The people bumped into me, and I reaped them without meaning to. A few onlookers came to watch the fight, crowding me and forfeiting their souls without even knowing it. The agony of the ice flooded me as the people gathered around the fight, edging my rigid body out and pushing me farther away from the only two people who could help me. I collected more than a dozen souls in the span of a minute before I couldn’t feel my feet anymore. I tried to get back to the guys, but I couldn’t see them.

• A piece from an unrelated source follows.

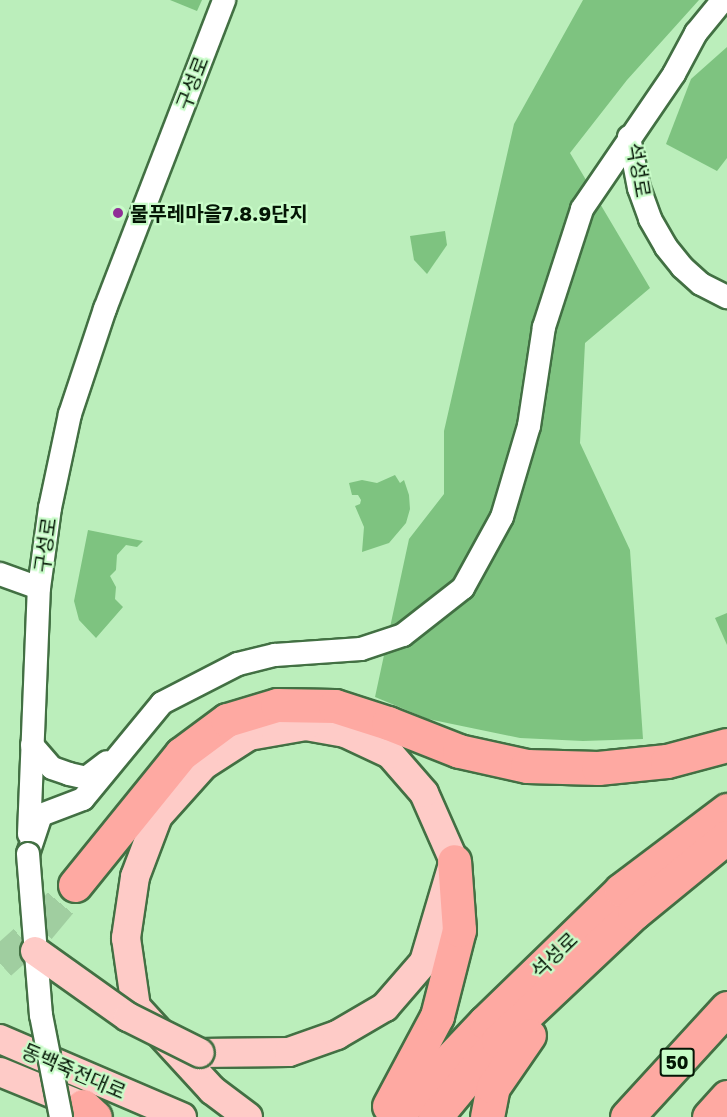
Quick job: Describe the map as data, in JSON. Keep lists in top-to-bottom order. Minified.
{"streets":{"highway":["석성로","50"],"main road":["동백죽전대로"],"street":["구성로"]},"crossings":[["구성로","동백죽전대로"]],"places":["물푸레마을7.8.9단지"]}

I could hear Von howling and Mason calling my name.
When I finally caught sight of Von’s face, it was red and panicked. I gasped when Finn delivered a punch to Von’s gut. I tried to run to him, but I couldn’t move. I had to watch while my best friend’s punches weren’t on the mark, and Finn’s were. “No! Stop it!” Danny released Mason, but instead of running to find me, Mason jumped on Finn, tearing him off of Von, who spat blood on the ground.
As I tried to get to them, it seemed almost every person I brushed up against needed reaping, and the pile of souls inside of me multiplied before I could get a handle on it all. The snow storm of ice and needles swirled up in me, squeezing out a loud scream before my throat iced over. I stumbled a few more steps when the crowd knocked into me, reaping four more that put me over my breaking point. The cold reached my brain, and I tripped, taking the corroding souls with me as I plummeted to the ground.
I lay there, frozen and immobile while the kind Samaritans stopped to see if I was okay. I reaped them without meaning to. Two people stepped over me, and I reaped them without trying when their feet snagged on my legs as I became human roadkill. Now my Reapers couldn’t see me, and the buildup was too much. I could feel the ice in my bones now, setting in and feeling like a thousand knives jutting out of my skin, slicing over and over while I silently screamed. More people stopped, and I reaped them. Over and over until I lost count. I lost lucidity. I lost the will to fight my way to Von.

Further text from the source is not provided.